While Saudi Arabia’s management consulting market may be tipped to re-enter double-digit growth territory for the coming year, Qatar has generally held steady throughout the flat-spots, recording rates of 6.6 percent growth in 2015 against 4.3 percent in the UAE. Indeed, some of the expressed disappointment in the Qatari market may be simply down to the aviation blockade, and the added nuisance in accessing Doha by air for the armies of regional consultants based out of Dubai. Still, a number of the big strategy consultancies have established a permanent presence in Qatar over the years, including Accenture, American firms Bain & Company and McKinsey, and PwC’s Strategy&.
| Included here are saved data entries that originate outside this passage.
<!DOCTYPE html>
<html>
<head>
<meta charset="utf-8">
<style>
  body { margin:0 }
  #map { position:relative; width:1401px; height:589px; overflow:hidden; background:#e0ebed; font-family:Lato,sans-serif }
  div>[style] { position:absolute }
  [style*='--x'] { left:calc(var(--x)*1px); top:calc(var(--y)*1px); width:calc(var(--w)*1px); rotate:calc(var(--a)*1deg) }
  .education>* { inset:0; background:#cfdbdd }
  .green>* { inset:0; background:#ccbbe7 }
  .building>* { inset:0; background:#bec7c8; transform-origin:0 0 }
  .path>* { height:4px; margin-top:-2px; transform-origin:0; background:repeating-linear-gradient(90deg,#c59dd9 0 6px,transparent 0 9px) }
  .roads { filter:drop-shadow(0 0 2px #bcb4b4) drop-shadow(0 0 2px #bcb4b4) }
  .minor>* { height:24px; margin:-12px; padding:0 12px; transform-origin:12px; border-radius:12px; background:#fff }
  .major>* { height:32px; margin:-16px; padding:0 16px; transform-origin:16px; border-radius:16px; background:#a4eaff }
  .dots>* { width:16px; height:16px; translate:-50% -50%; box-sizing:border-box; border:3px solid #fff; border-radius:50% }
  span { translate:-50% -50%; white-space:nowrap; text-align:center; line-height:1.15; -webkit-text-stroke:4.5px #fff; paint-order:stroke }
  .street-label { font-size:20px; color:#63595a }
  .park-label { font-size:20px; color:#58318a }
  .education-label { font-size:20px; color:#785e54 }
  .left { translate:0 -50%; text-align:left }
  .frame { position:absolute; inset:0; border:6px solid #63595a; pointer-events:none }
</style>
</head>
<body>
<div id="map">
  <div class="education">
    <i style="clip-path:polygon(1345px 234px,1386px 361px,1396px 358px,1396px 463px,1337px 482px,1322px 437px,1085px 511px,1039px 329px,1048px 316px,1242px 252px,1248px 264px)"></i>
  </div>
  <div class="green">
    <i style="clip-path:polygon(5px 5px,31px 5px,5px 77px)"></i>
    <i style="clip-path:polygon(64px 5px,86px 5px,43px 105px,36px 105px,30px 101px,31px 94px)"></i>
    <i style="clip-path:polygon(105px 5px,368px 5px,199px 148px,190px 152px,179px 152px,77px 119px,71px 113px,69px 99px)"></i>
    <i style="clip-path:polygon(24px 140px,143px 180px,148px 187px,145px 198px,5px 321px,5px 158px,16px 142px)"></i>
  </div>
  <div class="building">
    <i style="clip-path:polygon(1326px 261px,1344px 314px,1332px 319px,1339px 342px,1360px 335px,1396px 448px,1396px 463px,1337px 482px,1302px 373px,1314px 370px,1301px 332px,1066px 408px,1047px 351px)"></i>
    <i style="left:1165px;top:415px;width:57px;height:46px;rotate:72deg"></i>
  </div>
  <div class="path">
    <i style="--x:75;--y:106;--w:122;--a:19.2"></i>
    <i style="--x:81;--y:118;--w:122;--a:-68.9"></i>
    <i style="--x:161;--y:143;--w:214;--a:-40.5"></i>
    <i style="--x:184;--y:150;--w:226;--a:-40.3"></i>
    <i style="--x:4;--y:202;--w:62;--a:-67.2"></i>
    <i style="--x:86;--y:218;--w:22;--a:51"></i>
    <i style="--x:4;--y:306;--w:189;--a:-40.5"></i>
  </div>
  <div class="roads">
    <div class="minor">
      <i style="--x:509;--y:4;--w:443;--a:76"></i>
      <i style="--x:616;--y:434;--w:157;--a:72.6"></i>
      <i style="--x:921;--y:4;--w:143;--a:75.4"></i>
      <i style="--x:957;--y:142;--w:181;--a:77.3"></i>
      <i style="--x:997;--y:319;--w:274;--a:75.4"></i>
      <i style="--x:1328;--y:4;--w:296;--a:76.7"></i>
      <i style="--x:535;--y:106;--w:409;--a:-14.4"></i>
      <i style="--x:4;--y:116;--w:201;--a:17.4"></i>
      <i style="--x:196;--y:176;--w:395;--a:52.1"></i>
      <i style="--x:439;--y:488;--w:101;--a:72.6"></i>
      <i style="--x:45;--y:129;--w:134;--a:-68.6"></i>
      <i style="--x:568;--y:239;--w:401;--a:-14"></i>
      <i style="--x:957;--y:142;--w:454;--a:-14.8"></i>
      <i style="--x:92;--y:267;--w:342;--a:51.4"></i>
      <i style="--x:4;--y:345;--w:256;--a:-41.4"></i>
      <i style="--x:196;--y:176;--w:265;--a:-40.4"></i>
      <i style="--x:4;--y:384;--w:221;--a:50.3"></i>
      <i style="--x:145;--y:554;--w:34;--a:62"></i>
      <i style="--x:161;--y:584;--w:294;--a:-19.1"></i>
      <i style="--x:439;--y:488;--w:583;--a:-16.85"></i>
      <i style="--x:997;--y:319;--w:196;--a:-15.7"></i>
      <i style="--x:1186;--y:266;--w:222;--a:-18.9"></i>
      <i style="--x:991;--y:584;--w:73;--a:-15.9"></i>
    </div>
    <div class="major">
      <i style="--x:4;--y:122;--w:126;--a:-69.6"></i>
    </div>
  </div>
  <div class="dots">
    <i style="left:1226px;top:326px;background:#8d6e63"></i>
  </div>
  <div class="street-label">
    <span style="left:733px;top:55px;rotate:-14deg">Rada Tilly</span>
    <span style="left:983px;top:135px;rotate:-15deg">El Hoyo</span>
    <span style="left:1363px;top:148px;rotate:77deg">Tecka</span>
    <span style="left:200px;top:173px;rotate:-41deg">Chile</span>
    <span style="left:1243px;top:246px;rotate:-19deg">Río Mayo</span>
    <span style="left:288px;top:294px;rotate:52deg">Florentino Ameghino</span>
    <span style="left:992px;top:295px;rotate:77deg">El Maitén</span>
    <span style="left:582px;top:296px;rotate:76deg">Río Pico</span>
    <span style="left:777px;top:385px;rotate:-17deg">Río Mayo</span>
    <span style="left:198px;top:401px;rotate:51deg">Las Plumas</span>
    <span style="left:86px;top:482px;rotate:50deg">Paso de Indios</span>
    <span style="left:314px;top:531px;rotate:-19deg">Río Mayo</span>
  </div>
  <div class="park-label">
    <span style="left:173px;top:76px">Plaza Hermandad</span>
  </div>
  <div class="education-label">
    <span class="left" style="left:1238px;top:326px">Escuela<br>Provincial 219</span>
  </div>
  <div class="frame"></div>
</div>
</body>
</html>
In addition, the Big Four professional services firms Deloitte, KPMG and EY all have a presence in the country, the latter having established its first office in the country as far back as 1950, and have all been busy growing their consultancy offerings. Late last year, KPMG bolstered its consultancy line with the addition of two experienced Partners, the firm’s Country Senior Partner Ahmed Abu-Sharkh stating at the time; “Qatar has tremendous opportunities for growth and we are delighted to be able to help the country’s business and organisations to thrive by bringing top flight talent.”